Friday, November 7, 2014

Climate blog index again

About a year ago, I described a Javascript exercise I began mid-2013, when Google Reader discontinued. I thought I might write my own RSS reader, with indexing capability. I found that feedly was a good replacement for Reader, so that didn't continue. However, I thought a more limited RSS index of climate blogs would be handy. A big motivation was just to have an index of my own comments (to avoid boring the public with repetition).

So I set up a page, and set my computer to reading the RSS outputs every hour. The good news is that that has happened more or less continuously. The bad news was that junk accumulated, and downloading was slow.

So I've done two new main things:
  • Pruned the initial download. I had already reduced the initial offerring to just two days of comments. But I still downloaded details of all threads and commenters. More than half the commenters listed had only ever made one comment. They include of course various spammers, and typos. So I removed them, unless their comment was in the last month. I also divided the threads into current and dormant (no activity in two months). Current are downloaded at start; dormant can be added (button), or will come automatically if data more than two months ago is requested. It's faster, if not fast.
  • I've added a facility where a string is shown that you can add to the URL to get it to go to the current state. That includes selected index items (commenter etc) and months. The main idea is that you can store a URL which will go straight to a list of your own comments over some period (remembering that each month takes a while to download). Examples below.
I've added Sou's blog HotWhopper - of course it currently has a short history. Explanation in detail is at the page.

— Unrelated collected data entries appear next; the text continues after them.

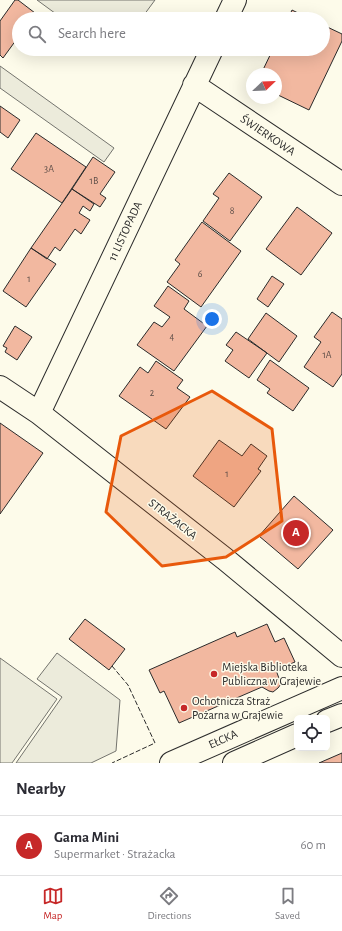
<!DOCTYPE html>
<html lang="en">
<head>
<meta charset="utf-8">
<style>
  :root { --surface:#fff; --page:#f7f7f7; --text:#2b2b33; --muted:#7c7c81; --line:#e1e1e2; --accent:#c62828 }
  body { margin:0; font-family:"Alegreya Sans",sans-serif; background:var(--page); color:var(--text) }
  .controls { position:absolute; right:12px; bottom:12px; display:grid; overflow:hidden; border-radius:6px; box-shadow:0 4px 16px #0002 }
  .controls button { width:36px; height:36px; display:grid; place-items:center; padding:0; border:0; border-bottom:1px solid var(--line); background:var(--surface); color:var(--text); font:20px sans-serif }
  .compass { position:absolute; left:246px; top:68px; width:36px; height:36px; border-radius:50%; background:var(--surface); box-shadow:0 4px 16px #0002; rotate:67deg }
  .you { position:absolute; left:212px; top:319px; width:14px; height:14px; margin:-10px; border:3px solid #fff; border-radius:50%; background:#1a73e8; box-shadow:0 0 0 6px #1a73e833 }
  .badge { display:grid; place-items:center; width:26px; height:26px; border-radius:50%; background:var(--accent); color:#fff; font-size:13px; font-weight:700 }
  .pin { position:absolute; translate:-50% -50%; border:2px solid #fff; box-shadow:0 1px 4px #0006 }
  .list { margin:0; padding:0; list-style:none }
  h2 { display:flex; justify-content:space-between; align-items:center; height:52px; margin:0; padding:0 16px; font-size:17px }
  h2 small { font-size:13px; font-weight:400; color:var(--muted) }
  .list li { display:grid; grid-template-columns:26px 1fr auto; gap:12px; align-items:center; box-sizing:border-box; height:60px; padding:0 16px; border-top:1px solid var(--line) }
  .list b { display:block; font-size:15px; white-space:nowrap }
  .list p { margin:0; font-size:13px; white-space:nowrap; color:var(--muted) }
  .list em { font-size:13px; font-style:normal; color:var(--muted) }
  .icon { flex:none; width:22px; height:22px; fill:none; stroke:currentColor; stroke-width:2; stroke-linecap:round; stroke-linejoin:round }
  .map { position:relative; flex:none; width:342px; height:763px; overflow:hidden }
  .search { position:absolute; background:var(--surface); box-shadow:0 4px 16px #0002; left:12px; right:12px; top:12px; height:44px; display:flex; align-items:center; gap:10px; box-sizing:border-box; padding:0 14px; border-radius:22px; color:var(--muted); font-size:15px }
  .sheet { height:112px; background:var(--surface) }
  nav { display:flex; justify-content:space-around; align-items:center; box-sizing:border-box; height:56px; border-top:1px solid var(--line); background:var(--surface); font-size:11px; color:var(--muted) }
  nav a { display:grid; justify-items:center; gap:2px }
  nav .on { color:var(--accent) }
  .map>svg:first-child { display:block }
  .green { fill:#ecebdb; stroke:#74746e }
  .building { fill:#f2b8a0; stroke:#2b2b2b }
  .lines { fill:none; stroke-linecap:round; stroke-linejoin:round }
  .street-casing { stroke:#2b2b2b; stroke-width:24 }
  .primary-casing { stroke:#2b2b2b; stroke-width:24 }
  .street { stroke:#fdfbea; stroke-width:22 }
  .primary { stroke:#fdfbea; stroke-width:22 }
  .fence { stroke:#2b2b2b; stroke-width:1; stroke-dasharray:5 2; stroke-linecap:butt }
  .marked { fill:#e8590c; fill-opacity:0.2; stroke:#e8590c; stroke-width:3; stroke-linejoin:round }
  .poi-dot { fill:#c62828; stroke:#fdfbea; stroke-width:1.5 }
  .labels { text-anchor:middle; stroke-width:3; stroke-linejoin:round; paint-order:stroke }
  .number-label { font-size:10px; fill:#5d4e48 }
  .street-label { font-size:12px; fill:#2b2b2b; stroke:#fdfbea }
  .poi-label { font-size:12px; fill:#2b2b2b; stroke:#fdfbea; text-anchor:start }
</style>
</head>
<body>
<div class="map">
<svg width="342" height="763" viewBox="0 0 342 763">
  <rect width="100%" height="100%" fill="#fdfbea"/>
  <!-- green -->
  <path class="green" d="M 37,0 L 155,0 L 141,19 L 63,19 Z
    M 0,66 L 114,148 L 104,162 L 0,88 Z
    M 57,653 L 120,700 L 116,751 L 91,763 L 16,763 L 62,697 L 37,679 Z
    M 0,658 L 57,699 L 12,763 L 0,763 Z"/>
  <!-- building -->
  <path class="building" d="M 15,0 L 18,0 L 35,13 L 31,19 L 19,19 L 19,36 L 3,58 L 0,55 L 0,21 Z
    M 292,10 L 310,19 L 288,19 Z
    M 323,25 L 342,34 L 342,41 L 309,110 L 276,94 L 276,74 L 261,74 L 273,49 L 323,49 Z
    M 0,106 L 20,120 L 8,138 L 0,132 Z
    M 36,133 L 86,167 L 62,203 L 11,169 Z
    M 93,157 L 115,172 L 100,194 L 106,198 L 100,207 L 72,189 Z
    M 229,173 L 262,197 L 230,241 L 203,221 L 219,198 L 213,194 Z
    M 72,189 L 94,204 L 90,211 L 83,206 L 79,213 L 90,220 L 81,234 L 75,229 L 60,251 L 55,247 L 47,259 L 31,248 Z
    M 297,207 L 332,233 L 301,275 L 266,249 Z
    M 202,222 L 241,251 L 201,307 L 167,282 L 180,264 L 175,260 Z
    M 31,248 L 56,264 L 26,307 L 3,291 Z
    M 272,276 L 284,284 L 268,307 L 257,299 Z
    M 168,286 L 189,301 L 184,309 L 207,326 L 174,371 L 137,345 L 154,322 L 162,327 L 170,317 L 154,306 Z
    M 332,312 L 342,319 L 342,374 L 333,387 L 304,367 L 321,342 L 314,337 Z
    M 266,313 L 297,336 L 279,362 L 248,339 Z
    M 15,326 L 32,337 L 17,360 L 5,352 L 7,348 L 3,346 Z
    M 236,332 L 267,353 L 249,378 L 225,361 L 233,350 L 226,345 Z
    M 270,360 L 309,388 L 293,411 L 267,393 L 270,389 L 257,380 Z
    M 156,361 L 183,380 L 177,388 L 190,397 L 166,429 L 119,396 L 140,367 L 148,373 Z
    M 0,423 L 43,453 L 0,514 Z
    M 219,440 L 242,456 L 251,444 L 267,456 L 258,469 L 261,471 L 234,507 L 193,476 Z
    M 294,496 L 333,530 L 298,569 L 259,536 Z
    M 85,619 L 125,649 L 109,670 L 69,639 Z
    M 267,624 L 275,642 L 284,638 L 295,662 L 276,670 L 281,684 L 278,688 L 273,692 L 269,691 L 262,687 L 179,723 L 164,691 L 160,693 L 149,670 L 235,632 L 237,637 Z
    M 342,753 L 342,763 L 319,763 Z"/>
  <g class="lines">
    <!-- street casing -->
    <g class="street-casing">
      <path id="street" d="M 226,19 L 235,0
        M 194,85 L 342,184
        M 0,387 L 39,413 L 225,559 L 342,656
        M 39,413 L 212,49"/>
    </g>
    <!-- primary casing -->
    <g class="primary-casing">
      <path id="primary" d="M 327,721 L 342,715
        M 171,763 L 342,688
        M 234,763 L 297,735"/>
    </g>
    <!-- street -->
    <use href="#street" class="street"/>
    <!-- primary -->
    <use href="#primary" class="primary"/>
    <!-- fence -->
    <path class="fence" d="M 112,666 L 128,685 L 155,743 L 112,763"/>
  </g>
  <!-- marked area -->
  <path class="marked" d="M 212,391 L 272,429 L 282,521 L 226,557 L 162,566 L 106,512 L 121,436 Z"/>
  <!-- markers -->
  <g class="poi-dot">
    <circle cx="214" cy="674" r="4"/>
    <circle cx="184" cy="708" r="4"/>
  </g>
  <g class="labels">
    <!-- number labels -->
    <g class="number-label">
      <text x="49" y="172">3A</text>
      <text x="94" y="184">1B</text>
      <text x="232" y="214">8</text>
      <text x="200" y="277">6</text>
      <text x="29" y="282">1</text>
      <text x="172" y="340">4</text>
      <text x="327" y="358">1A</text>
      <text x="152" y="396">2</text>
      <text x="227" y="477">1</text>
    </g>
    <!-- street labels -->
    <g class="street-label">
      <text transform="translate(268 135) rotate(34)" y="4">ŚWIERKOWA</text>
      <text transform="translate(125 231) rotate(-65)" y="4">11 LISTOPADA</text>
      <text transform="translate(173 519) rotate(38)" y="4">STRAŻACKA</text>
      <text transform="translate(223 739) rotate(-24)" y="4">EŁCKA</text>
    </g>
    <!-- poi labels -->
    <g class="poi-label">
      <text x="222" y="671">Miejska Biblioteka<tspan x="222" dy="14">Publiczna w Grajewie</tspan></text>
      <text x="192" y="705">Ochotnicza Straż<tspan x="192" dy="14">Pożarna w Grajewie</tspan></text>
    </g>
  </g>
</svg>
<div class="controls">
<button><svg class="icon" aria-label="locate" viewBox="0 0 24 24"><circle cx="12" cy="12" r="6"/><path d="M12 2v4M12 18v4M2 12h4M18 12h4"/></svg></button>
</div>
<svg class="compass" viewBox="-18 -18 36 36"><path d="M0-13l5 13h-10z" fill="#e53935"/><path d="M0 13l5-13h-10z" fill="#7c7c81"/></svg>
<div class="you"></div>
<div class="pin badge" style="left:296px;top:533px">A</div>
<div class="search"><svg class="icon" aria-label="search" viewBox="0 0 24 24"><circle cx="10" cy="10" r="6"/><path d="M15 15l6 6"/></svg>Search here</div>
</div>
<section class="sheet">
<h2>Nearby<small></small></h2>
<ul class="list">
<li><span class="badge">A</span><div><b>Gama Mini</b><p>Supermarket · Strażacka</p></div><em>60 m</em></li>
</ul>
</section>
<nav>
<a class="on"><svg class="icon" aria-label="map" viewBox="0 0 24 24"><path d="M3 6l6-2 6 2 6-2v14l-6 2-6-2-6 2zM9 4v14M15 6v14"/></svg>Map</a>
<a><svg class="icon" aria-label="directions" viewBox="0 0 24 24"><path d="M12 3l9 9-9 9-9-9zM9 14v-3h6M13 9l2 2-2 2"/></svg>Directions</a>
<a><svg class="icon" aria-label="saved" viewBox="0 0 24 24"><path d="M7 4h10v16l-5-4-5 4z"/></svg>Saved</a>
</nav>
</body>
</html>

As with my blogroll, I've included blogs with broad readership; not necessarily the ones I recommend.

Here are some examples of selections:
Stoat, last two months (two months takes a few seconds to load)
My comments at WUWT, last two months
Posts by Bob Tisdale at WUWT in November


  1. Um. Your index is full of WUWT comments. If I want to wade through their trash, I'll go straight to the source. But I don't. So I think, to be useful, you need a convenient way to filter out the high-volume junk.

    1. William,
      "So I think, to be useful, you need a convenient way to filter out the high-volume junk"
      That's exactly what you can do. If you want the real stuff, go to the selection panel and enter "Stoat_". Everything else disappears. For even more wisdom, enter Moyhu_. Then you get both. If you never want to see WUWT again, keep the URL suffix, and use that.

      OK, here is that URL. It's just the last two days, but you can ask for more months.

    2. "Everything else disappears."
      Actually it doesn't immediately. But it does when you next reorder a column.

      Here is the corrssponding list for Oct-Nov. Takes a few seconds to load.

    3. The RSS feeds are triple-store. My earth sciences server is a semantic web application, so it is very simple to add these kinds of feeds to it.

      The semantic web, or something like it, is the future even though we may not realize it. Something like that will be needed to create order out of information chaos. Or maybe not :)

    4. Hi Web,
      You got me reading about the semantic web. Interesting stuff.

      I'm probably doing this the hard way. I use R to parse the XML, then just pick out stuff. There are differences - HotWhopper has the posts RSS in a different place to the comments, so I get a different URL (I use the URL to attach comments to threads). There are probably more semantic clues I should be looking for.

    5. NIck,
      You are not alone. RSS is an RDF format, and RDF is synonymous with triple-store. The beauty of triple-store is how extensible the linking and association of data sets can become. A variety of query languages such as SPARQL are available which allow you to avoid the XML parsing and concentrate on the semantic content.

      So don't worry. Very few people use it the way it is intended. Papers are written on expediency versus formality when it comes to adopting semantic rigor.

  2. Nick,
    The relative heights of the two frames lead to the situation that the selection boxes and the inner frame are almost fully visible in the outer frame, but not fully. Reducing the height of the inner frame a little (from 600 to 510, if I interpret the page code correctly) might make using the index more convenient as that would make in unnecessary to scroll at all the outer frame (whose scroll bar is in addition invisible unless the screen is wide, about 1650 pixels or more.).

    1. Pekka,
      Thanks, I've changed to 510. The outer frame is an ongoing prob;lem. I've expanded the outer frame, but now it can disappear. I may resort to absolute coordinates, but there are ways that can go wrong too.